Five years later, British interests took a severe knock. Suraj-ud-Daula, the Nawāb of Bengal, took exception to the growth of the Company’s power on his doorstep. In June 1756 he captured Calcutta, which the Company had founded as the focal point of its activities. A number of European captives died in unpleasant circumstances after being incarcerated in what became known as the notorious Black Hole of Calcutta (a dungeon). An expedition commanded jointly by Clive and Admiral Charles Watson (probably a Company officer) left from Madras. This included the 39th Foot (1/The Dorsetshire Regiment), the first British regiment to serve in India and the first in a long line of British regiments that the Company hired to strengthen its own armies. The expedition recaptured Calcutta on 2 January 1757.

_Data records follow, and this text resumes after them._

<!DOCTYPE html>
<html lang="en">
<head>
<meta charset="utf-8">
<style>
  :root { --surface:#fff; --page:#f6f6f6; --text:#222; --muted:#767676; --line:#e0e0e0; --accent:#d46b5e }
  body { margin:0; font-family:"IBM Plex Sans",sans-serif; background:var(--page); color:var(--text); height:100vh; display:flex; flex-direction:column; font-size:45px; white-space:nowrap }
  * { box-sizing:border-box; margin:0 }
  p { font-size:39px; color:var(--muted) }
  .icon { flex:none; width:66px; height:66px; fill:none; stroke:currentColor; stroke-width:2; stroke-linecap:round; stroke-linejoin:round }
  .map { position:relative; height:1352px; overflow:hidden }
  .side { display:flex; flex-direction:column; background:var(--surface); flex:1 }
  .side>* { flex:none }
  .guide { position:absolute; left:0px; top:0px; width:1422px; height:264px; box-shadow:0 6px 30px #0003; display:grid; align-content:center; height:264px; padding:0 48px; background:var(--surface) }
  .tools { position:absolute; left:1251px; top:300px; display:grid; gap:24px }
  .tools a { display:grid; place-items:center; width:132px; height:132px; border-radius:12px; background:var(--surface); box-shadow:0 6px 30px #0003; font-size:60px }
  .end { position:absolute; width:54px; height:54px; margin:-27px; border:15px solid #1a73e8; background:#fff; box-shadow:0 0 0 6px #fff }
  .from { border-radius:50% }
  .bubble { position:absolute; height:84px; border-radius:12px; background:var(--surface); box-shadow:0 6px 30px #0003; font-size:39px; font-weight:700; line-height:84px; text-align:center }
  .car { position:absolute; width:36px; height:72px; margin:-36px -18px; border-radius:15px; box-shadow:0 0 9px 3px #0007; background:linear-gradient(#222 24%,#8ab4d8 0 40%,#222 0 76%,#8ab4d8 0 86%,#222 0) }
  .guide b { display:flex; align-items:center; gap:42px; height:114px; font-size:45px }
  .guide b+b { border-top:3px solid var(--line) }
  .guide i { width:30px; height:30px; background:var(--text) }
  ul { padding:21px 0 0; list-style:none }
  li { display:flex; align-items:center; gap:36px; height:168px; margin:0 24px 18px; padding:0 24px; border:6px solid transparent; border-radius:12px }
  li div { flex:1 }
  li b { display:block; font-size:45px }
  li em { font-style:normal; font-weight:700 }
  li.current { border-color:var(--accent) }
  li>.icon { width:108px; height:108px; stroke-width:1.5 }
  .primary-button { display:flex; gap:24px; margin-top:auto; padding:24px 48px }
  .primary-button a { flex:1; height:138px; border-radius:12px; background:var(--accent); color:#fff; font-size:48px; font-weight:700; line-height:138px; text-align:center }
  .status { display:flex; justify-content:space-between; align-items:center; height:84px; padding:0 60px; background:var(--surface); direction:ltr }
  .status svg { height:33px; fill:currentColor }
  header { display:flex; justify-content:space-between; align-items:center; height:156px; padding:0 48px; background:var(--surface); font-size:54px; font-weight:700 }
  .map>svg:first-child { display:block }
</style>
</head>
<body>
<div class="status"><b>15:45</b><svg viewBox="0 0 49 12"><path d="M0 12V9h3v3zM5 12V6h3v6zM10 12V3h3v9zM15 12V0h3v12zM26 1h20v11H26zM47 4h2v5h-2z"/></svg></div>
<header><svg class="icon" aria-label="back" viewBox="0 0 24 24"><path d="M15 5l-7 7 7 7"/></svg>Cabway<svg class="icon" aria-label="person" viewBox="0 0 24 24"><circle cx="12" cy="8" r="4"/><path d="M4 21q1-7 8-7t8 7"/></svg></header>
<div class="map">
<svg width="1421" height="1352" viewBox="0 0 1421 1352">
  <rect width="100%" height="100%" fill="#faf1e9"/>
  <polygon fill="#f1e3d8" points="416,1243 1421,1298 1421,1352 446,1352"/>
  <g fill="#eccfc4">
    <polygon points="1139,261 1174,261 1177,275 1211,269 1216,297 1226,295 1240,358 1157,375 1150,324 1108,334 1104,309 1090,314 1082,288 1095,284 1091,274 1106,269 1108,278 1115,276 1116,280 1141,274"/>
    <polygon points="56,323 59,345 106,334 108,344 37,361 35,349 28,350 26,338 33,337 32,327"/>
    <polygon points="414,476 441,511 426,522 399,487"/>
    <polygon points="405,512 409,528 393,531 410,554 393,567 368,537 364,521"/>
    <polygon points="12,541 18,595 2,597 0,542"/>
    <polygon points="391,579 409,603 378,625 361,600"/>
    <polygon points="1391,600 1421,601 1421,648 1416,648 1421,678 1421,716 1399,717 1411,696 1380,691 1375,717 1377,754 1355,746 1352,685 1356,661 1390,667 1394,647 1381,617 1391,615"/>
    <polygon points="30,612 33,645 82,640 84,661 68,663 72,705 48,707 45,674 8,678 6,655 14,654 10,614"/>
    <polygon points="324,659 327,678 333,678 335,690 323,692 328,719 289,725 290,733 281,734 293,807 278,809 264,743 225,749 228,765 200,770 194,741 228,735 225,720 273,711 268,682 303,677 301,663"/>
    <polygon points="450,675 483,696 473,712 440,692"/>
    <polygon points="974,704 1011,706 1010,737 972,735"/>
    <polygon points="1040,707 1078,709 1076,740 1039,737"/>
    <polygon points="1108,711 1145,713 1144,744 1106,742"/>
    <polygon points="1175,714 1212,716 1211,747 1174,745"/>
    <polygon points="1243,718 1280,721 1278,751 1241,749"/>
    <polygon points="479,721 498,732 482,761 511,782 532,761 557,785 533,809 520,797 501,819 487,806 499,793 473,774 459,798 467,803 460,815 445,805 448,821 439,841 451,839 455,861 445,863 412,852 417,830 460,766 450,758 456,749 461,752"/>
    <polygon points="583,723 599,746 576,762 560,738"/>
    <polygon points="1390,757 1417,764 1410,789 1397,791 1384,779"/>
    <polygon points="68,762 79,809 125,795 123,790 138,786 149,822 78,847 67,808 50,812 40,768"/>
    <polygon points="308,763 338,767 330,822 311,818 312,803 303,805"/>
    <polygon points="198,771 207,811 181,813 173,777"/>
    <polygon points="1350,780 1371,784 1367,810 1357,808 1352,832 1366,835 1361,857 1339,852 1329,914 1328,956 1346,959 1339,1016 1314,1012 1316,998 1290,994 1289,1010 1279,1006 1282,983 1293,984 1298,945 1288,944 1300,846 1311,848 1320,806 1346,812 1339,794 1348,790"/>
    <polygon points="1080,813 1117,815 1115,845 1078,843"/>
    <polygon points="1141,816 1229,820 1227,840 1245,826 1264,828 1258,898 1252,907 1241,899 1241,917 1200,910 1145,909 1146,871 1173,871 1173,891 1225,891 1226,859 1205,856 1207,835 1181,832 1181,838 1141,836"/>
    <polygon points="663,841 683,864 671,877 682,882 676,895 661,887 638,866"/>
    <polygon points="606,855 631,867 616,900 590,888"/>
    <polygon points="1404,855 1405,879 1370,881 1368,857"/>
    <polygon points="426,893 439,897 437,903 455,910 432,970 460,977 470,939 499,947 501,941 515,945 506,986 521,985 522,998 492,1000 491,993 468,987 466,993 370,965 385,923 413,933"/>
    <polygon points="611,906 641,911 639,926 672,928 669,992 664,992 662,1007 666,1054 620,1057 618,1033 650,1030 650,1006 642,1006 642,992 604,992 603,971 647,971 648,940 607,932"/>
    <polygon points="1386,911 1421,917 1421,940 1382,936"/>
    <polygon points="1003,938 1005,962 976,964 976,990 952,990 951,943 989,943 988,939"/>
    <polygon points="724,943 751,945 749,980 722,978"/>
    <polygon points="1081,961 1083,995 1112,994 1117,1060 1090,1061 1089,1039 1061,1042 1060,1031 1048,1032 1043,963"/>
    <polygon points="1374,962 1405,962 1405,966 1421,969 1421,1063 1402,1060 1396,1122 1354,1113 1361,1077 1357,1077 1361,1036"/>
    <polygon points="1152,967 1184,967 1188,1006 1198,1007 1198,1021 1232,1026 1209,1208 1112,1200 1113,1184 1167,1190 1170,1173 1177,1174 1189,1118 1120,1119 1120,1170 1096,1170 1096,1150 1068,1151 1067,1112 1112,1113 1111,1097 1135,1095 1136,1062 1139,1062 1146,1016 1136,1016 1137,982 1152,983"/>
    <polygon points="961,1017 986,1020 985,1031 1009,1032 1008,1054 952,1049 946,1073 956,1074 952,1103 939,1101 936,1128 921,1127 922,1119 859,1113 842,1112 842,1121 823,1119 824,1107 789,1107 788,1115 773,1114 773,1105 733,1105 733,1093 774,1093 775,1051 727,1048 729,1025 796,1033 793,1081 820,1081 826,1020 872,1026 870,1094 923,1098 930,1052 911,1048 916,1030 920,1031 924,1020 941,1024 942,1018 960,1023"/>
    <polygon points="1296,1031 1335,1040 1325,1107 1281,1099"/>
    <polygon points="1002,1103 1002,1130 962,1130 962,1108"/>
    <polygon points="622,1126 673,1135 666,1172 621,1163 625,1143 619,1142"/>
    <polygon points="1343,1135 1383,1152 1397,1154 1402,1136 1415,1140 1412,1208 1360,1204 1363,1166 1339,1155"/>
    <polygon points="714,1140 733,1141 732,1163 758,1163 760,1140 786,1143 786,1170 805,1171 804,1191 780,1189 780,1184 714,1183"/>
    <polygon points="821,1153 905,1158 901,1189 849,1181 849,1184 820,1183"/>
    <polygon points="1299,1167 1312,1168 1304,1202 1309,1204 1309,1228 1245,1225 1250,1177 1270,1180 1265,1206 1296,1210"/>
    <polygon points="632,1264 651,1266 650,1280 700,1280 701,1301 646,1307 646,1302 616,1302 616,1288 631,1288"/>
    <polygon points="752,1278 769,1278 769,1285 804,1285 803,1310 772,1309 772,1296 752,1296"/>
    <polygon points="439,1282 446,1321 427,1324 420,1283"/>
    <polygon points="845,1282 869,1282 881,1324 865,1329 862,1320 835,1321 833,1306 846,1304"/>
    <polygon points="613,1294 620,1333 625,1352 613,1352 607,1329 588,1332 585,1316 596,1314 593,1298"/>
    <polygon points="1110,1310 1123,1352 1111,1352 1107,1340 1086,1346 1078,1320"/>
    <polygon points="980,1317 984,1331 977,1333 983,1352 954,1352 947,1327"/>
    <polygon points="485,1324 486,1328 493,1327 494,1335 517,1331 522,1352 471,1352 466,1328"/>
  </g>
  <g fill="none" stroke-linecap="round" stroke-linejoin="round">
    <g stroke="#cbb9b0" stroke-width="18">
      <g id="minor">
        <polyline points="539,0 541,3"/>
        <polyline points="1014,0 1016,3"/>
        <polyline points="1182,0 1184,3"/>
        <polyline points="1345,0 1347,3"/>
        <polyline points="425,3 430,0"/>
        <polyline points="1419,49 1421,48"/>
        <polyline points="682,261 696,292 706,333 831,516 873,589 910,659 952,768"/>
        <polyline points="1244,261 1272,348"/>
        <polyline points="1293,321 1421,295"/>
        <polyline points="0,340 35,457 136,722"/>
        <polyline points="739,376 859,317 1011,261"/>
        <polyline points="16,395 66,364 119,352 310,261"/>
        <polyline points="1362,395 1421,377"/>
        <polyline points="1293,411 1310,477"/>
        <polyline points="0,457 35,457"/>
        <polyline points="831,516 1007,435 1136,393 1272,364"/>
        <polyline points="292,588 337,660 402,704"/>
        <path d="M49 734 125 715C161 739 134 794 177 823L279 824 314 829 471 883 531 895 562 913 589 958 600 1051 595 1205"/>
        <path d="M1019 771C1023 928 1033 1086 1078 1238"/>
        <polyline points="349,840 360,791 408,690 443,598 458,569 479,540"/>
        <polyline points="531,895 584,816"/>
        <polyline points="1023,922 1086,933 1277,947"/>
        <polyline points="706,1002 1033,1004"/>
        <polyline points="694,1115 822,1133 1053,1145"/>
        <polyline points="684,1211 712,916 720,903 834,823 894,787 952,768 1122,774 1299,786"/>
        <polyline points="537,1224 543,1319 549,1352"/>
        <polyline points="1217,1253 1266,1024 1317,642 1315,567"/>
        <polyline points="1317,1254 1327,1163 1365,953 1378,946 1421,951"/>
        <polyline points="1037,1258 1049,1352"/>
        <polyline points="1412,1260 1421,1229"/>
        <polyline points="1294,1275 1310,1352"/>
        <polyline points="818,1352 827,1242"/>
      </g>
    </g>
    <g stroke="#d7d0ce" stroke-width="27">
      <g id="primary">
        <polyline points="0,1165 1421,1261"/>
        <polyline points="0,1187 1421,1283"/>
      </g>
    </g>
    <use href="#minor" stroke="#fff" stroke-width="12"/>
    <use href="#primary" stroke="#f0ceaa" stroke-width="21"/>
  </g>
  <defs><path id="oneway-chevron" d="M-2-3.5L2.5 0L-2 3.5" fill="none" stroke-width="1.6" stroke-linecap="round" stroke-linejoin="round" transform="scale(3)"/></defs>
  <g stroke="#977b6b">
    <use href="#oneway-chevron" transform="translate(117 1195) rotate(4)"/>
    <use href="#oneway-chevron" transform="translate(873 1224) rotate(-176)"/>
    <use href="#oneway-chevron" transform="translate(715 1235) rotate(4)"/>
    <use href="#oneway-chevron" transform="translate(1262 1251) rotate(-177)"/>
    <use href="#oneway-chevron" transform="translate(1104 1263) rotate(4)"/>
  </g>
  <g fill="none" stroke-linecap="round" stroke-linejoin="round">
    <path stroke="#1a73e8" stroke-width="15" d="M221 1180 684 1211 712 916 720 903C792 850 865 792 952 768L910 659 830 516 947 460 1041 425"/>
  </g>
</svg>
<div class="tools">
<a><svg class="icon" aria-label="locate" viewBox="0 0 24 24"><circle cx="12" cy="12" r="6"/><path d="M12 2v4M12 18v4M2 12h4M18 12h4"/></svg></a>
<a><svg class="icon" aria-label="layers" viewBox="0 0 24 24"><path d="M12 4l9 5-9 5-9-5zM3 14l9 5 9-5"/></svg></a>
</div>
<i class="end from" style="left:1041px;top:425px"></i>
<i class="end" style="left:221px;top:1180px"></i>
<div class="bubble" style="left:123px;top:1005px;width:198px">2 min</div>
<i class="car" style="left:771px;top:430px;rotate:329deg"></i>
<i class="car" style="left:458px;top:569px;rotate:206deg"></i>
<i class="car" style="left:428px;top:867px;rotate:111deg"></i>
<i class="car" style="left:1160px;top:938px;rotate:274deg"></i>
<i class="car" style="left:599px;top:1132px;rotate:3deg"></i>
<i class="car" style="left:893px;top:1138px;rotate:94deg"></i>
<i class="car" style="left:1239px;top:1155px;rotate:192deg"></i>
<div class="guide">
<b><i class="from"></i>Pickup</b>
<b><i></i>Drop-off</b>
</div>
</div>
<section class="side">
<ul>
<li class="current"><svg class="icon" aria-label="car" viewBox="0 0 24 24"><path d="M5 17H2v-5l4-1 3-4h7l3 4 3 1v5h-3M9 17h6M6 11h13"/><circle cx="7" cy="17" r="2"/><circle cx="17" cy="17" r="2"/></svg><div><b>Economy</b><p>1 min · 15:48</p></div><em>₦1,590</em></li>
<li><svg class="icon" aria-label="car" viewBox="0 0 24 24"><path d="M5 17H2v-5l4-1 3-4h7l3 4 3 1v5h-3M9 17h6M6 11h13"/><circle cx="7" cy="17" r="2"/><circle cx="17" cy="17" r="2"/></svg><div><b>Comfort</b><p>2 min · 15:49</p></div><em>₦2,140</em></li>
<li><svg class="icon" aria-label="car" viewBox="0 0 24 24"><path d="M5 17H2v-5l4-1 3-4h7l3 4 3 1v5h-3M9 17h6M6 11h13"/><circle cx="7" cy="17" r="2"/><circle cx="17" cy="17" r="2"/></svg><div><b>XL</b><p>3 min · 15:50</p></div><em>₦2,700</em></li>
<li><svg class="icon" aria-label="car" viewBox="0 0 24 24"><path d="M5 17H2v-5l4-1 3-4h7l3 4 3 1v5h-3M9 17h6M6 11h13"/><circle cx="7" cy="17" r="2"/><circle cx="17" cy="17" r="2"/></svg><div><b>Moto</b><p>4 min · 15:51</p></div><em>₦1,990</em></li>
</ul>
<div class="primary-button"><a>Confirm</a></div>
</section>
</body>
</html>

In March, Clive captured the French post at Chandernagore, enabling him to march inland against Suraj-ud-Daula without fearing for his lines of communication. The two armies met at Plassey, a village on the Bhagirathi River, on 23 June. Clive had 2100 sepoys, 800 Europeans including part of the 39th Foot, and 10 guns. The Nawāb had 53,000 men, including a small French contingent, and 53 guns. Clive’s troops concentrated in and around a grove of trees. The Nawāb’s almost encircled them. Apparently, it wasn’t going to be much of a contest. This, however, was India, and nothing was quite what it seemed; if it had been, Clive was unlikely to have offered battle in such circumstances. He knew, for example, that most of Suraj’s commanders were conspiring against the Nawāb. He was also in regular correspondence with the most important of them, Mir Jafar, who urged Clive to attack. The battle began with an exchange of artillery fire, the British faring the better. Then a tropical rainstorm broke over the battlefield. Clive ordered his gunners to keep their powder dry. The Nawāb’s gunners failed to do this, the result being that their guns were useless when the storm passed. A cavalry charge mounted against the British position was blown to pieces. Clive, observing a definite lack of enthusiasm in the opposing ranks, ordered a general advance. He repulsed an infantry counter-attack at the same time as Mir Jafar pointedly kept his troops inactive. The Nawāb’s army then began shredding away from the field until nothing remained of it save the French element, which continued to fight to the last.

Clive’s troops sustained the loss of five killed and 45 wounded, while the Nawāb’s army had 500 killed and wounded plus five guns captured. Suraj was murdered soon after and Mir Jafar succeeded him. The battle, one of the most important in Indian history, effectively gave Bengal to the Company.

The French fight back in 1758

French reinforcements under Baron Thomas Lally reached Pondicherry, the principal French base in India. An energetic commander, Lally besieged and captured the British Fort St David to his south and in December laid siege to Madras. The following month a British relief force defeated his army at Masulipatam and forced him to abandon the siege. A year later, at the Battle of Wandiwash, Lally sustained a further defeat at the hands of General Sir Eyre Coote. He withdrew to Pondicherry, where the British besieged him and he surrendered in January 1761.

Although the Treaty of Paris restored Pondicherry to the French in 1763, the Compagnie des Indes was dissolved in 1769. As Dutch and Portuguese operations had already been severely restricted, British interests in India no longer had any major European challengers.